EXERCISE PROMPT:
Below are the records; copy every line in them that holds the string "inset".

[Collected data]
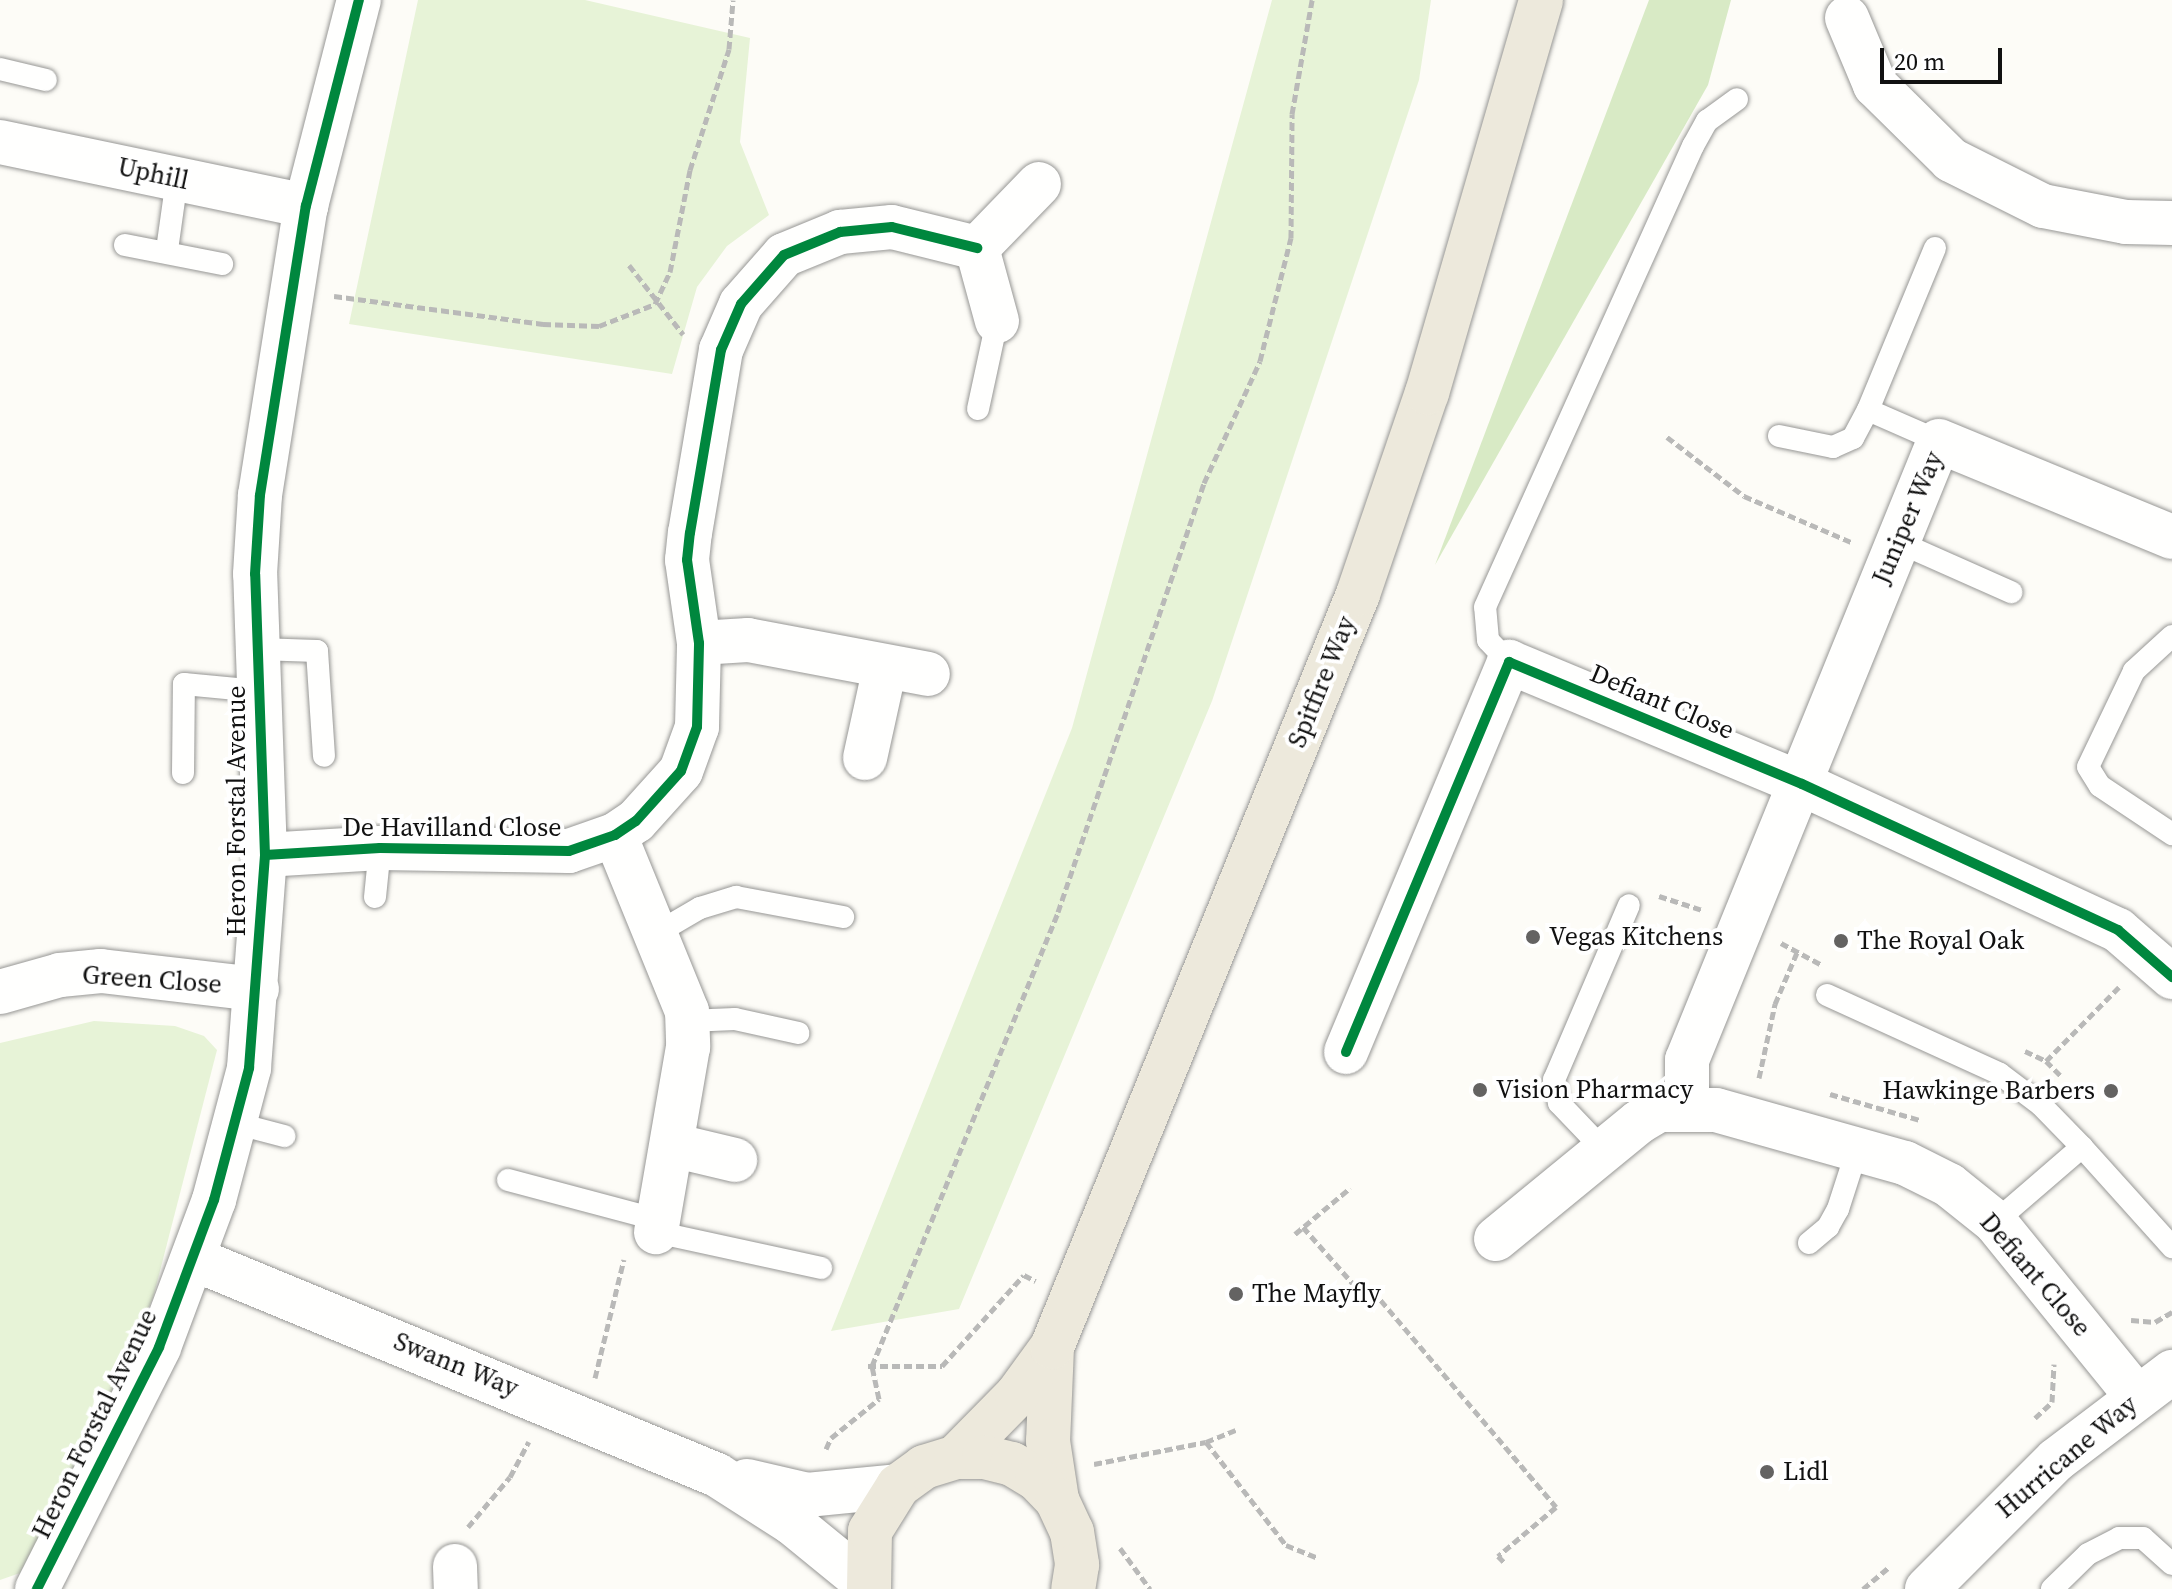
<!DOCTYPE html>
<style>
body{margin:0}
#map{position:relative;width:2172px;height:1589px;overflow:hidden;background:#fdfcf7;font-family:"Source Serif 4",serif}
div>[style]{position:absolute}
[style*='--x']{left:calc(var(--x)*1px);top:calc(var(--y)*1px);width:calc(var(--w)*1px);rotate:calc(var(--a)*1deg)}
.green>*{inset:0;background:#e7f3d7}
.forest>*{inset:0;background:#d8eac5}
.path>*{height:5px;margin-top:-2.5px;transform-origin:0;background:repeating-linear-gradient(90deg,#b9b9b8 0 8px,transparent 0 12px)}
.roads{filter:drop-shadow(0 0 2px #979795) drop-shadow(0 0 2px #979795)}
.service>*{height:22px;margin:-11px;padding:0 11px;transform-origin:11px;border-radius:11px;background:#fffffe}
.minor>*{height:44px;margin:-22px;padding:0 22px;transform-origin:22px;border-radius:22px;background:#fffffe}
.primary>*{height:44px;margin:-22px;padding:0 22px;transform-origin:22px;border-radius:22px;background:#ede9dc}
.cycleway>*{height:10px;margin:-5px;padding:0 5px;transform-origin:5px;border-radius:5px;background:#00873e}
.dots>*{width:22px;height:22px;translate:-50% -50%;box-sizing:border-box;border:4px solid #fff;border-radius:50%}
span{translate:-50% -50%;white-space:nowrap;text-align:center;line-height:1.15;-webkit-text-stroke:8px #fff;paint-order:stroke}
.street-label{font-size:26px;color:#111}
.poi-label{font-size:26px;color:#111}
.left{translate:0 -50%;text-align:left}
.right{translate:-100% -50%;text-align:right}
.scale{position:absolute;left:1880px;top:48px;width:122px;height:36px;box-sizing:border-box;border:4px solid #111;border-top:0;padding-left:10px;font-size:24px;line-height:28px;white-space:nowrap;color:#111;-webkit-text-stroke:6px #fff;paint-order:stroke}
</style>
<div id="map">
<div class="green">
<div style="clip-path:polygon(418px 0,585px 0,750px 38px,740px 142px,769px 215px,727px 246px,697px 287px,672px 374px,349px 324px)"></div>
<div style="clip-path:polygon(1272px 0,1431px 0,1419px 80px,1212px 701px,959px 1309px,831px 1331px,1072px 728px)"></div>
<div style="clip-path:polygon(94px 1021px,175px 1026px,204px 1036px,217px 1050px,153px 1298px,87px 1447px,20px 1573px,0 1580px,0 1043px)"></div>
</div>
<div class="forest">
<div style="clip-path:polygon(1649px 0,1731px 0,1708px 85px,1435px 565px)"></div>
</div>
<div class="path">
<div style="--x:629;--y:265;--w:88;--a:52"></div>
<div style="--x:334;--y:296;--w:211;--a:7.6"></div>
<div style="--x:543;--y:324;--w:56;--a:2"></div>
<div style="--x:599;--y:326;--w:60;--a:-21.4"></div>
<div style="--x:655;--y:304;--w:35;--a:-65"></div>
<div style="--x:670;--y:272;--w:104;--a:-78.9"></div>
<div style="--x:690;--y:170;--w:127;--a:-72.1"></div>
<div style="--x:729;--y:49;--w:49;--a:-85.3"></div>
<div style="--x:1667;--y:437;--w:97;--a:37.5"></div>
<div style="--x:1744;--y:496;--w:119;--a:23.3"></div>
<div style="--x:1659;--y:896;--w:45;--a:18"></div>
<div style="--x:1781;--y:943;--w:47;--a:28.2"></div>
<div style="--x:2025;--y:1051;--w:23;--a:25"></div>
<div style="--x:2046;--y:1061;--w:23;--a:45"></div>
<div style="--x:2046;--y:1061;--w:104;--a:-45.4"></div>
<div style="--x:1759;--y:1078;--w:76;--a:-77.8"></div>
<div style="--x:1775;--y:1004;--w:59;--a:-66.9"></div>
<div style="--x:1830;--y:1094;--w:94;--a:16.1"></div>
<div style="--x:1303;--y:1227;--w:79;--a:48.6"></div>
<div style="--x:1355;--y:1286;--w:19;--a:16"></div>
<div style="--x:1373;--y:1291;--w:283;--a:49.7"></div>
<div style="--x:1556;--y:1507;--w:76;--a:139.8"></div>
<div style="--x:1498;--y:1556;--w:8;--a:45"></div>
<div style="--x:1295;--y:1234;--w:72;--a:-39.9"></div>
<div style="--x:2131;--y:1320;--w:24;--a:5"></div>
<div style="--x:2155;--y:1322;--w:20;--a:-30"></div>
<div style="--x:872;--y:1366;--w:4;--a:180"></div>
<div style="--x:868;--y:1366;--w:74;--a:0"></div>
<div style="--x:942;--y:1366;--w:122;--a:-48"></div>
<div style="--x:1024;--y:1275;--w:13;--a:27"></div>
<div style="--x:595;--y:1378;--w:122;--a:-76.3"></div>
<div style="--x:2035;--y:1418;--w:23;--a:-43"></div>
<div style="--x:2052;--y:1402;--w:38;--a:-87"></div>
<div style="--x:1206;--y:1442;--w:130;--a:52.2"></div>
<div style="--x:1286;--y:1545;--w:35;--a:22"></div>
<div style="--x:826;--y:1449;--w:12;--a:-66"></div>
<div style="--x:831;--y:1438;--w:62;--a:-39.1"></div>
<div style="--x:879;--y:1399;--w:34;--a:-102"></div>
<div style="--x:872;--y:1366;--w:491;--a:-67.7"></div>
<div style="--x:1058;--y:912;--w:453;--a:-71.2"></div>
<div style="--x:1204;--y:483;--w:134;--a:-65.3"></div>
<div style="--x:1260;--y:361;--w:127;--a:-75.9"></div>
<div style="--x:1291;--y:238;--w:124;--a:-89.5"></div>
<div style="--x:1292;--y:114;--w:116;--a:-80"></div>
<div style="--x:1094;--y:1464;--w:114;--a:-11.1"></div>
<div style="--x:1206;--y:1442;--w:32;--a:-22"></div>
<div style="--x:468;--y:1527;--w:65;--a:-50"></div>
<div style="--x:510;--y:1477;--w:40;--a:-62"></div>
<div style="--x:1120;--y:1548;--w:51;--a:53.8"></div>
<div style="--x:1863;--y:1589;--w:33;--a:-40"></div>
</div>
<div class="roads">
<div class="service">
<div style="--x:0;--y:69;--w:47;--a:13.4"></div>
<div style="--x:125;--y:245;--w:99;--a:11.1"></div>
<div style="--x:1935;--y:248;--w:175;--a:112.5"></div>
<div style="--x:1868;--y:410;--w:77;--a:23.6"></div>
<div style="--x:167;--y:250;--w:72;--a:-82"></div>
<div style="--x:978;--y:409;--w:90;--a:-77.8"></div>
<div style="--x:1779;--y:436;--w:55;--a:11.5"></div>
<div style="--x:1833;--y:447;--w:22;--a:-24"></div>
<div style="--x:1853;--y:438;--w:32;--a:-62"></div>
<div style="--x:1898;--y:542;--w:124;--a:23.9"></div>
<div style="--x:2172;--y:636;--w:52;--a:137.4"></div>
<div style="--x:2134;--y:671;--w:106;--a:115.6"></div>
<div style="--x:2088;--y:767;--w:22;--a:58"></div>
<div style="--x:2100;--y:786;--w:87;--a:33.7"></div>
<div style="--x:258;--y:649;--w:59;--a:1.9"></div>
<div style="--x:317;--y:651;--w:105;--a:86.2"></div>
<div style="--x:1509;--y:662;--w:30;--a:-134"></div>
<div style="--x:1488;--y:640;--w:33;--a:-95"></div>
<div style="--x:1485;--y:607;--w:506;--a:-65.72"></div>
<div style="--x:1693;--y:146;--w:29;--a:-61"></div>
<div style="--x:1707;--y:121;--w:37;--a:-36"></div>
<div style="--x:183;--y:773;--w:89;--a:-89.4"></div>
<div style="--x:184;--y:684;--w:74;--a:5.4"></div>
<div style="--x:375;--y:897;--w:49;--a:-84.2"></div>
<div style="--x:657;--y:933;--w:50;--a:-30.2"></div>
<div style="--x:700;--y:908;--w:38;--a:-17"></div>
<div style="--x:736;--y:897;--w:109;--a:10.6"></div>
<div style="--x:1827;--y:995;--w:190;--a:24.5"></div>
<div style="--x:2000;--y:1074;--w:51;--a:37.1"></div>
<div style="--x:2041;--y:1105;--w:59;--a:45.7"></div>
<div style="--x:688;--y:1021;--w:47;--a:-2.4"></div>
<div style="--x:735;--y:1019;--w:65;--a:12.5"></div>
<div style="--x:238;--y:1124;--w:48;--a:14.6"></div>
<div style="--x:1602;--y:1148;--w:62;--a:-133.7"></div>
<div style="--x:1559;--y:1103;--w:24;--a:-102"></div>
<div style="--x:1554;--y:1080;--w:190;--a:-66.8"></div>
<div style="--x:508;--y:1180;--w:155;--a:14.9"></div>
<div style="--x:1995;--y:1222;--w:115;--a:-40.8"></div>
<div style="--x:2082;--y:1147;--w:135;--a:48"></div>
<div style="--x:656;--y:1232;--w:169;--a:12.3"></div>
<div style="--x:1809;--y:1243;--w:25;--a:-40"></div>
<div style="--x:1828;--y:1227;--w:21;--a:-61"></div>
<div style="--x:1838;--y:1209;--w:65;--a:-72.1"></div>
<div style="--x:2052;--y:1589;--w:50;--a:-44.2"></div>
<div style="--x:2088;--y:1554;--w:35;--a:-27"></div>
<div style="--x:2119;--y:1538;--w:24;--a:0"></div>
<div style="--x:2143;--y:1538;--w:39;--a:42"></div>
</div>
<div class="minor">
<div style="--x:1847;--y:18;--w:73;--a:67.3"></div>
<div style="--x:1875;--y:85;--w:107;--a:44.6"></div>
<div style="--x:1951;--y:160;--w:103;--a:26.6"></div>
<div style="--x:2043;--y:206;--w:85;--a:10.9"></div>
<div style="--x:2126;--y:222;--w:46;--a:1.2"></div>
<div style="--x:0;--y:142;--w:313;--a:11.8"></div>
<div style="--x:997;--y:321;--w:76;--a:-105.3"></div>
<div style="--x:977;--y:248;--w:89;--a:-45.9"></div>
<div style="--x:699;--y:643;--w:49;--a:-3.5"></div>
<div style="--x:748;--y:640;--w:183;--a:10.7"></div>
<div style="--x:865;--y:758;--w:93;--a:-77.6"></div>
<div style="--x:615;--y:835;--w:190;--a:67.8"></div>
<div style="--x:687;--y:1011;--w:36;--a:88"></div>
<div style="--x:688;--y:1047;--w:188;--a:99.8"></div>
<div style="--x:265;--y:855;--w:115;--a:-3.5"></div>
<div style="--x:380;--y:848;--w:189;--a:0.9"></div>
<div style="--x:569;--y:851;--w:49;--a:-19.2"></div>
<div style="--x:615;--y:835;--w:25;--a:-34"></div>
<div style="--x:636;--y:821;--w:67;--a:-48"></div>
<div style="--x:681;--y:771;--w:47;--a:-70"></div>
<div style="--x:697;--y:727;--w:84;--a:-88.6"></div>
<div style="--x:699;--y:643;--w:84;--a:-98.2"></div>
<div style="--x:687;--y:560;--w:27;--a:-84"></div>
<div style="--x:690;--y:533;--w:186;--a:-80.4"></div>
<div style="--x:721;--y:350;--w:50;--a:-66.5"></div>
<div style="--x:741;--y:304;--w:65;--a:-48.7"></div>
<div style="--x:784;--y:255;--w:61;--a:-22.3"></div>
<div style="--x:840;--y:232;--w:52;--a:-5.5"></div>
<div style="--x:892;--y:227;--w:88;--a:13.9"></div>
<div style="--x:0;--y:992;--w:62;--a:-15.8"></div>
<div style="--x:60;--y:975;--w:41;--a:-5.6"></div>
<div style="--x:101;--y:971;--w:157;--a:6.6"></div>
<div style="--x:1346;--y:1052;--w:423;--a:-67.3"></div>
<div style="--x:1509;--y:662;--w:317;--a:22.6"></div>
<div style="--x:1802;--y:784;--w:348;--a:24.8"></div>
<div style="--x:2118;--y:930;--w:72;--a:41"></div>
<div style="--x:1687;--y:1106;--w:46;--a:-90"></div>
<div style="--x:1687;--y:1060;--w:668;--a:-67.85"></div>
<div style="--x:1939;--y:441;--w:252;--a:22.4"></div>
<div style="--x:672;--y:1145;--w:65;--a:13.4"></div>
<div style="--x:1496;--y:1239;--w:185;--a:-39.3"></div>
<div style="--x:1639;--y:1122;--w:23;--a:-31"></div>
<div style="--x:1659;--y:1110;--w:57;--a:0"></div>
<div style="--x:1716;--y:1110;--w:196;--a:15.7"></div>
<div style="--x:1905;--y:1163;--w:49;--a:26.6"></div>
<div style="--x:1949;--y:1185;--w:59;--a:38.8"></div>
<div style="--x:1995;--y:1222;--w:225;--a:50.9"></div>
<div style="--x:194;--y:1259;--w:566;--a:22.44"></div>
<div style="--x:717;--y:1475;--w:89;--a:32.6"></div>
<div style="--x:792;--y:1523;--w:98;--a:39.2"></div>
<div style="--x:747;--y:1481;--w:62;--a:13.1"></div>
<div style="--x:807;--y:1495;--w:91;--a:-5.6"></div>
<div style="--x:455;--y:1566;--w:23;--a:88"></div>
<div style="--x:37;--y:1589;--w:271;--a:-63.2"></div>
<div style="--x:159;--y:1347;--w:157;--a:-69.5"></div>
<div style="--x:214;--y:1200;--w:137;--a:-75.1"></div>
<div style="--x:249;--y:1068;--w:214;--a:-85.7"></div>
<div style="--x:265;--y:855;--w:281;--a:-92"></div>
<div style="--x:255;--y:574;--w:79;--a:-86.4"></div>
<div style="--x:260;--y:495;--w:293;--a:-81"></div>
<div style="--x:306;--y:206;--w:213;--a:-75.6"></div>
<div style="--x:1927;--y:1589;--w:182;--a:-45"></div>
<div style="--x:2056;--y:1460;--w:146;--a:-37.2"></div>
</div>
<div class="primary">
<div style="--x:1052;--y:1347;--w:94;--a:92.4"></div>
<div style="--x:1048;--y:1441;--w:60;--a:81.3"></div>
<div style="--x:956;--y:1457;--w:87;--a:-45.5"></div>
<div style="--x:1017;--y:1395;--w:59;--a:-53.9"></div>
<div style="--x:1052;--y:1347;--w:813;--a:-67.88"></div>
<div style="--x:1358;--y:594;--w:213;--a:-71.1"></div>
<div style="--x:1427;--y:393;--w:409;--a:-73.8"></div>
<div style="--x:869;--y:1589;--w:58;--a:-89"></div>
<div style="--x:870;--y:1531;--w:53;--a:-58.1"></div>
<div style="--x:898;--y:1486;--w:32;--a:-36"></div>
<div style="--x:924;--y:1467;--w:34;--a:-17"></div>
<div style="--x:956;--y:1457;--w:28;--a:0"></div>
<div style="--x:984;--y:1457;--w:29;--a:14"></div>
<div style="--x:1012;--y:1464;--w:29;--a:31"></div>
<div style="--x:1037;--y:1479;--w:29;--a:46"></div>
<div style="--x:1057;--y:1500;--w:35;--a:65"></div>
<div style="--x:1072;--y:1532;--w:33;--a:81"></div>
<div style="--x:1077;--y:1565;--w:24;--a:99"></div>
</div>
</div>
<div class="cycleway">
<div style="--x:265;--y:855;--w:115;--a:-3.5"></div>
<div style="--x:380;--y:848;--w:189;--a:0.9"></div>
<div style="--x:569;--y:851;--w:49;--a:-19.2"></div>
<div style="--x:615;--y:835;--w:25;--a:-34"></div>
<div style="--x:636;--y:821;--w:67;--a:-48"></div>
<div style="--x:681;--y:771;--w:47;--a:-70"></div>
<div style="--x:697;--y:727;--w:84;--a:-88.6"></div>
<div style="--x:699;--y:643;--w:84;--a:-98.2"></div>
<div style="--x:687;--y:560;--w:27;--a:-84"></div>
<div style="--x:690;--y:533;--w:186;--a:-80.4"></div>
<div style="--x:721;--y:350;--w:50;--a:-66.5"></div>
<div style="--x:741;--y:304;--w:65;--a:-48.7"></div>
<div style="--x:784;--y:255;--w:61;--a:-22.3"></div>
<div style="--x:840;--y:232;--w:52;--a:-5.5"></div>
<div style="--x:892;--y:227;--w:88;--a:13.9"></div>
<div style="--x:1346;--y:1052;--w:423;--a:-67.3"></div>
<div style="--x:1509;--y:662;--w:317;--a:22.6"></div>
<div style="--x:1802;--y:784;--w:348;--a:24.8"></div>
<div style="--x:2118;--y:930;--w:72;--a:41"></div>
<div style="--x:37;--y:1589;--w:271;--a:-63.2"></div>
<div style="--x:159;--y:1347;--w:157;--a:-69.5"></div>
<div style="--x:214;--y:1200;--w:137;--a:-75.1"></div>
<div style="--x:249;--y:1068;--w:214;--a:-85.7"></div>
<div style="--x:265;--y:855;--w:281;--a:-92"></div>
<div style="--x:255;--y:574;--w:79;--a:-86.4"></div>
<div style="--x:260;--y:495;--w:293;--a:-81"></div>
<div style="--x:306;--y:206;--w:213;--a:-75.6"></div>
</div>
<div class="dots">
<div style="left:1533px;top:937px;background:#646362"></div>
<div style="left:1841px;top:941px;background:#646362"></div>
<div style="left:1480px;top:1090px;background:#646362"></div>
<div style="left:2111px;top:1091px;background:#646362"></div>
<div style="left:1236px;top:1294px;background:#646362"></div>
<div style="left:1767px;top:1472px;background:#646362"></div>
</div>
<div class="street-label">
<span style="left:153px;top:174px;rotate:12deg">Uphill</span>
<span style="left:1908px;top:518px;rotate:-67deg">Juniper Way</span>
<span style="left:1322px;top:682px;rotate:-68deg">Spitfire Way</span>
<span style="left:1662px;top:702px;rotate:23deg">Defiant Close</span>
<span style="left:237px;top:811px;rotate:-90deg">Heron Forstal Avenue</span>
<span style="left:452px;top:828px">De Havilland Close</span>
<span style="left:152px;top:980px;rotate:4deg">Green Close</span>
<span style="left:2035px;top:1275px;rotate:49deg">Defiant Close</span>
<span style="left:456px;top:1365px;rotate:22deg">Swann Way</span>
<span style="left:95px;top:1424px;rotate:-64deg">Heron Forstal Avenue</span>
<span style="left:2067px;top:1457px;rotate:-40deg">Hurricane Way</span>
</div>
<div class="poi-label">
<span class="left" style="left:1549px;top:937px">Vegas Kitchens</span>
<span class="left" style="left:1857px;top:941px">The Royal Oak</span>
<span class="left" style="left:1496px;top:1090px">Vision Pharmacy</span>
<span class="right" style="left:2095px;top:1091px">Hawkinge Barbers</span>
<span class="left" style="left:1252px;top:1294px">The Mayfly</span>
<span class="left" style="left:1783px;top:1472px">Lidl</span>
</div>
<div class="scale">20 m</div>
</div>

SOLUTION BELOW:
.green>*{inset:0;background:#e7f3d7}
.forest>*{inset:0;background:#d8eac5}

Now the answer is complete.